Assessment¶
Key information:
Type: Coursework
[Equivalent to 5,000 words] Up to five figures and three tables + code + comments + up to 2,000
Chance to be reassessed
Due on 14:00, March 9th 2021
Electronic submission through Turnitin/CANVAS. Static HTML with NO interactive cells
This module is assessed through a computational essay. To complete it successfully, you will need to demonstrate aptitude in at least three areas:
Data audacity
Python data skills
Machine learning and inference literacy
These translate in the following components of the computational essay:
1 - Find, prepare & explore a dataset¶
Find a dataset you are excited about and that meets the following characteristics:
It contains several characteristics (features) for a number of observations (samples)

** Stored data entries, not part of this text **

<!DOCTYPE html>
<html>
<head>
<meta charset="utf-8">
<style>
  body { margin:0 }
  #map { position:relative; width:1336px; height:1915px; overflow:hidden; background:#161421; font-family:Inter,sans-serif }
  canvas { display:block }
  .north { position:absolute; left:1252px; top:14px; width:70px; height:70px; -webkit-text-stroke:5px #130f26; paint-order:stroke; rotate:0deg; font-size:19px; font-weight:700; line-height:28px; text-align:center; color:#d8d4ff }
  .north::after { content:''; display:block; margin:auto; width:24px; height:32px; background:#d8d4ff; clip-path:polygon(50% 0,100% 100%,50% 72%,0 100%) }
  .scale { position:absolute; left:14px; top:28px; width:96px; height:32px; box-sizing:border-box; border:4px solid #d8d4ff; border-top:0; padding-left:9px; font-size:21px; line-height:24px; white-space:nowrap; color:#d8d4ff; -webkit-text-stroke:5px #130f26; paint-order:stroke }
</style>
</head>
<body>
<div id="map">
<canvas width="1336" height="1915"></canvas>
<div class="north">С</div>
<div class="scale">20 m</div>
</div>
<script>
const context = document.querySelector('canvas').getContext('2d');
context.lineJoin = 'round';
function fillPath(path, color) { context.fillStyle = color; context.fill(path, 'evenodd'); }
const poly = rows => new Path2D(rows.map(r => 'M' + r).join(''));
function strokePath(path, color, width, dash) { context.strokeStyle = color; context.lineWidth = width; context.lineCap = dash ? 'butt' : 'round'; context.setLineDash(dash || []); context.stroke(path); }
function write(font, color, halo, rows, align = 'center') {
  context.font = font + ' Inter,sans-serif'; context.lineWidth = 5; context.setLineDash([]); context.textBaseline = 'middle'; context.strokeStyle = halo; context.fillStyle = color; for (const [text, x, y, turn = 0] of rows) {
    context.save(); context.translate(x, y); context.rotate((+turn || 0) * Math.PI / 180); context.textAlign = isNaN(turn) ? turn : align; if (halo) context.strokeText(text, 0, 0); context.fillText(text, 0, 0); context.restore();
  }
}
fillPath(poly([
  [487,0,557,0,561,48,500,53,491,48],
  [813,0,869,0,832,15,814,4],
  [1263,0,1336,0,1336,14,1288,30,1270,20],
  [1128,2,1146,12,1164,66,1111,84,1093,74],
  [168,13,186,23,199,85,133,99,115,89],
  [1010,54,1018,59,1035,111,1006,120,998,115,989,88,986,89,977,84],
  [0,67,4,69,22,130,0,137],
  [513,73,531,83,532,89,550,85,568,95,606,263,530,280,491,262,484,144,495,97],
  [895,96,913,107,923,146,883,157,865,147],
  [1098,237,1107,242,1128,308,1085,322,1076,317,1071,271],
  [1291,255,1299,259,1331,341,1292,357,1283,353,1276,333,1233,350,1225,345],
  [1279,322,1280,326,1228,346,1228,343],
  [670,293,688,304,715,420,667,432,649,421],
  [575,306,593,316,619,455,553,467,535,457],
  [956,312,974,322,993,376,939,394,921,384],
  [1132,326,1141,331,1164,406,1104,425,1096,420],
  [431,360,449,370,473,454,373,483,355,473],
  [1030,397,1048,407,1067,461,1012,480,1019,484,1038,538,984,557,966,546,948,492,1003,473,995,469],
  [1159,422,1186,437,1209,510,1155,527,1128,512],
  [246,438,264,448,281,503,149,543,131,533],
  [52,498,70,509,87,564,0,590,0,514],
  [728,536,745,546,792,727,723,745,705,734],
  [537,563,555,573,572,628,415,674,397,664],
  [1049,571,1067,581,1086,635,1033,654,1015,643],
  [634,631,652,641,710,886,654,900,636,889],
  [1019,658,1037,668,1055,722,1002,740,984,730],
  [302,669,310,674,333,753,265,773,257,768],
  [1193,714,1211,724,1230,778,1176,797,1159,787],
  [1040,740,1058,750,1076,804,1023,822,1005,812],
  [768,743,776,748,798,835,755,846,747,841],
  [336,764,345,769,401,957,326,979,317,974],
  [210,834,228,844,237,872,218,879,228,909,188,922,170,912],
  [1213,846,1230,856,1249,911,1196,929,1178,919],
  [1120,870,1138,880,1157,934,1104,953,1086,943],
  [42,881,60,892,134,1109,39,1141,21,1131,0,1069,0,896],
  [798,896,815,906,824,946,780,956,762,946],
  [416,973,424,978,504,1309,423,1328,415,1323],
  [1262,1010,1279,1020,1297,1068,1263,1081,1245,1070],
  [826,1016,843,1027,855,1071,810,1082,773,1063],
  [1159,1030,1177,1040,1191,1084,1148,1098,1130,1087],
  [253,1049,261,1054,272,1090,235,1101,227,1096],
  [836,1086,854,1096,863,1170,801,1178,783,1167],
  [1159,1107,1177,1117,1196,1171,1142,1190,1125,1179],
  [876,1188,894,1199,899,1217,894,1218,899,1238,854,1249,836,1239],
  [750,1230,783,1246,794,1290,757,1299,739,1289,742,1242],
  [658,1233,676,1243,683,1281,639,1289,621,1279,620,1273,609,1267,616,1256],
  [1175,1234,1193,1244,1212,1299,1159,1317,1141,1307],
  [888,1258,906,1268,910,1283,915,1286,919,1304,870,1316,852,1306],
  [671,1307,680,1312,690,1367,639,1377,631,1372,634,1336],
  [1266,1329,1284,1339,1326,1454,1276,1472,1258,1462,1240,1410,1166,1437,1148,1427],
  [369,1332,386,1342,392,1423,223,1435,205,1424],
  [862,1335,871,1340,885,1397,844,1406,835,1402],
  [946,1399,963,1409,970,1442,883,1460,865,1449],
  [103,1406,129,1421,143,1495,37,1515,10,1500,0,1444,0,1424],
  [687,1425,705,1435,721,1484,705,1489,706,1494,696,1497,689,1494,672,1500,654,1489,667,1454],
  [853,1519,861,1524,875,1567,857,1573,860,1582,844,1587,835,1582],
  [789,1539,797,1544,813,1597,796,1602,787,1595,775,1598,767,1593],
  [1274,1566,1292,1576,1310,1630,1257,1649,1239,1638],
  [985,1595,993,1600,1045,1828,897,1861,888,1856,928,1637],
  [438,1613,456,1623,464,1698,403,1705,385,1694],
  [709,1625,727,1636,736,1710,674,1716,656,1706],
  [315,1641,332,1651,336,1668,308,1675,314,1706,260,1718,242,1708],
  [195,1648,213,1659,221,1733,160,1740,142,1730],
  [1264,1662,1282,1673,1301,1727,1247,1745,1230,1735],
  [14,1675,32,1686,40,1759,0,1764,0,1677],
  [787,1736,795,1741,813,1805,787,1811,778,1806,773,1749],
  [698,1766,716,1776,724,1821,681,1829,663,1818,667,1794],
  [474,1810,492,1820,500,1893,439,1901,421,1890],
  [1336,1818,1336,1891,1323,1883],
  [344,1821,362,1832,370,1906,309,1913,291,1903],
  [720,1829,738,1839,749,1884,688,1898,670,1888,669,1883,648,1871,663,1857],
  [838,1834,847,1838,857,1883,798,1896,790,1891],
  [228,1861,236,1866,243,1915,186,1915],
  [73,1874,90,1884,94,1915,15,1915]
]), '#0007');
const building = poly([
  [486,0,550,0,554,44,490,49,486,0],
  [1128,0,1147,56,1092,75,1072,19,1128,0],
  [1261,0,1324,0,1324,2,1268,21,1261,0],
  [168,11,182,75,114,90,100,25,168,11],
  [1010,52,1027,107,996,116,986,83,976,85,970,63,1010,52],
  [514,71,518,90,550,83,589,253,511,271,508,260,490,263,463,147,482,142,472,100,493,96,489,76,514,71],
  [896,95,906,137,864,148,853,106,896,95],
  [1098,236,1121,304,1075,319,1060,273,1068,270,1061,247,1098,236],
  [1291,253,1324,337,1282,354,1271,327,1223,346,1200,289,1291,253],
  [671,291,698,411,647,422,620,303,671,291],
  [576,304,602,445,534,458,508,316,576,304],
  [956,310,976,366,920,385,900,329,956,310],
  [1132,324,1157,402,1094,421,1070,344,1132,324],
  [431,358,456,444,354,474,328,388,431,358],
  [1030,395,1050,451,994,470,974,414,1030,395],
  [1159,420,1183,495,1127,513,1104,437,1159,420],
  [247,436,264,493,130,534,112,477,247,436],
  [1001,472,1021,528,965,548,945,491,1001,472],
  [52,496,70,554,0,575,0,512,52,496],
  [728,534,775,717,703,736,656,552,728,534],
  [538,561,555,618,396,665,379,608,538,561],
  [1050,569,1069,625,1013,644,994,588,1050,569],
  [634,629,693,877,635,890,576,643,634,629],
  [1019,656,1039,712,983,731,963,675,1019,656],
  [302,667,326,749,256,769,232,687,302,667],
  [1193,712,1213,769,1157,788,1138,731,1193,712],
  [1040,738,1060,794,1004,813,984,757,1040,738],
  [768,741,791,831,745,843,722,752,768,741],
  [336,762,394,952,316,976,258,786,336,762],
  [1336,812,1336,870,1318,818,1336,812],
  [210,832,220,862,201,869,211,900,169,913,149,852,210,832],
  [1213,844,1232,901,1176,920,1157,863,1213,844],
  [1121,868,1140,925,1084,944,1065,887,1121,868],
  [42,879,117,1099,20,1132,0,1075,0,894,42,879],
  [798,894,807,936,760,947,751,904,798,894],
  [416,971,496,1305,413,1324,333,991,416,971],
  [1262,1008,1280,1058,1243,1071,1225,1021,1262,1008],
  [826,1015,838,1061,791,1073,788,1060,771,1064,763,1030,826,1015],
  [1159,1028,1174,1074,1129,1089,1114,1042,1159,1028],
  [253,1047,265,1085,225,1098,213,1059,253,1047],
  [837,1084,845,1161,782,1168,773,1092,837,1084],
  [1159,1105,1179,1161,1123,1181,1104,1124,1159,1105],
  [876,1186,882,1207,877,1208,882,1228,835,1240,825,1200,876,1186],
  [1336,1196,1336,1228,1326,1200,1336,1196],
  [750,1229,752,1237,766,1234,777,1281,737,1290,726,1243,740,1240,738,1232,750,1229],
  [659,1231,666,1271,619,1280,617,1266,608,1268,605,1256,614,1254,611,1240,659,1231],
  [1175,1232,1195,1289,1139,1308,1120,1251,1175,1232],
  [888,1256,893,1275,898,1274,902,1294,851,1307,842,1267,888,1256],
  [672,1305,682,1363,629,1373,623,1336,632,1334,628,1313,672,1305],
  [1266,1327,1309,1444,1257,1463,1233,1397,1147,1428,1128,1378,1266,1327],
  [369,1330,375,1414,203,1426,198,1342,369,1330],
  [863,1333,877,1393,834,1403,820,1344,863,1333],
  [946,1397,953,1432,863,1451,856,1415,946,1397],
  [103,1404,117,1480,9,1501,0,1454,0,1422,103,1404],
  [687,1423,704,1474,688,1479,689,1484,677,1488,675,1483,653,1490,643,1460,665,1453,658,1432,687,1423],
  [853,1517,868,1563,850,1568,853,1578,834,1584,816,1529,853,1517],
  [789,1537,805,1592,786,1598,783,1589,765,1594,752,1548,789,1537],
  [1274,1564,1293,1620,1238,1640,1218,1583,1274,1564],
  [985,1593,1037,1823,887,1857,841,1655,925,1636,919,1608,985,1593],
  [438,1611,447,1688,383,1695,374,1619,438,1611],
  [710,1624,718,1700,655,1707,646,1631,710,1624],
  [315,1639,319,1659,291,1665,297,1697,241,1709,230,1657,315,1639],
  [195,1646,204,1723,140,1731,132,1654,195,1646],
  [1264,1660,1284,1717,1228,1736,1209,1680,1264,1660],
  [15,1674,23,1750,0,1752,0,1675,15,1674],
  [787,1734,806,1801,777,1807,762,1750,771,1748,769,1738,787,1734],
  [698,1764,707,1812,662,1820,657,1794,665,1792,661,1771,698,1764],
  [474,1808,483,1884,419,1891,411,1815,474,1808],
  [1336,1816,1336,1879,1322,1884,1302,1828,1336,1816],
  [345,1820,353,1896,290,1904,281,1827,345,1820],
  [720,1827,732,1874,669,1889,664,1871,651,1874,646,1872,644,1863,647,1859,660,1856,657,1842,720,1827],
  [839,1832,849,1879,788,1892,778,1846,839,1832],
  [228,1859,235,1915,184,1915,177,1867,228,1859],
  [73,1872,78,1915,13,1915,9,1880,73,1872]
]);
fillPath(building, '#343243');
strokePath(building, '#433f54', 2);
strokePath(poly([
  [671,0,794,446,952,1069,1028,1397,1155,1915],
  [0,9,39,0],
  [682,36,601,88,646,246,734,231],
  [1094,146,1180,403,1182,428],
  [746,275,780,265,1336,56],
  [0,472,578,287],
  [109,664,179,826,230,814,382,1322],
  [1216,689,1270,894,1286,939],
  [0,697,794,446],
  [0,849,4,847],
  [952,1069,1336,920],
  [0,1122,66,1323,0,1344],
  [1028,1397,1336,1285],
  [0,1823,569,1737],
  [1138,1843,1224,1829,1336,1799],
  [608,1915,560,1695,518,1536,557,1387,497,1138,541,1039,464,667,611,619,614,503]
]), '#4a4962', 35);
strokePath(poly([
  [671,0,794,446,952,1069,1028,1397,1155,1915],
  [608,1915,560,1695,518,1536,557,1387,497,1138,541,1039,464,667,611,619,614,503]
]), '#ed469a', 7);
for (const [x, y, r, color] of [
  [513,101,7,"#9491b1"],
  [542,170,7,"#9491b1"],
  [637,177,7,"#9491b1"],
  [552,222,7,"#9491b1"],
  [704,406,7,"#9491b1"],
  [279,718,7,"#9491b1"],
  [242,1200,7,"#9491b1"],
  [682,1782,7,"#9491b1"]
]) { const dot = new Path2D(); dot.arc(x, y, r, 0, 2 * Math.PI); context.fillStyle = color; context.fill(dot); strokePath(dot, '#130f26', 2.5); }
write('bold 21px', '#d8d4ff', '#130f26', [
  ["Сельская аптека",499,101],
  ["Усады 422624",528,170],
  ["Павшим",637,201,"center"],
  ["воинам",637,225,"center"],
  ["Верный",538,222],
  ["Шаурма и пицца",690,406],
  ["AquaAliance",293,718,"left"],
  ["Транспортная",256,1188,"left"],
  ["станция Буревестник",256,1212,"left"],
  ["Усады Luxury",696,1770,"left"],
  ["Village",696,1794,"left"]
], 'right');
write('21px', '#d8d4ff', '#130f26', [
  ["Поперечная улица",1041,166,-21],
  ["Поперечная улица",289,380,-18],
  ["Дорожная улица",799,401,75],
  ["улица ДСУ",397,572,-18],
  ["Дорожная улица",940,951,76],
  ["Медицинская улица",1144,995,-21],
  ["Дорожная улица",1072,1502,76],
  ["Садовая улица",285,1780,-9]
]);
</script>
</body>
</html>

At least two characteristics are continuous and at least two are categorical
You can think of ways in which clustering the observations based on their characteristics could tell an interesting story
You can imagine a situation in which one of the continuous characteristics can be explained in a supervised model as a function of some of the other characteristics
NOTE: please discuss with Dani the choice of dataset before the course finishes
With the dataset at hand:
Prepare it for analysis
Explore the dataset visually, identifying interesting patterns
2 - Unsupervised learning¶
Perform a clustering exercise & analyse the results. You are expected to try several clustering models, choose a preferred one, and present a critical argument about why that is your choice. To build your argument, you may rely on graphics, performance scores, and substantive reasoning. Demonstrate that you understand not only how the mechanics of the algorithms work but that you are able to translate those into an applied context to make sense of data.
3 - Supervised learning¶
Finally, build a predictive model based on linear regression and:
Interpret the coefficient
Evaluate its predictive performance both with and without cross-validation
Reflect on the differences between assessing the performance of a model cross-validating and not.
Similarly to the previous point, demonstrate that you both understand the workings of the algorithms and techniques but also how you can make the most of it to learn about your data. Critical thinking is critical.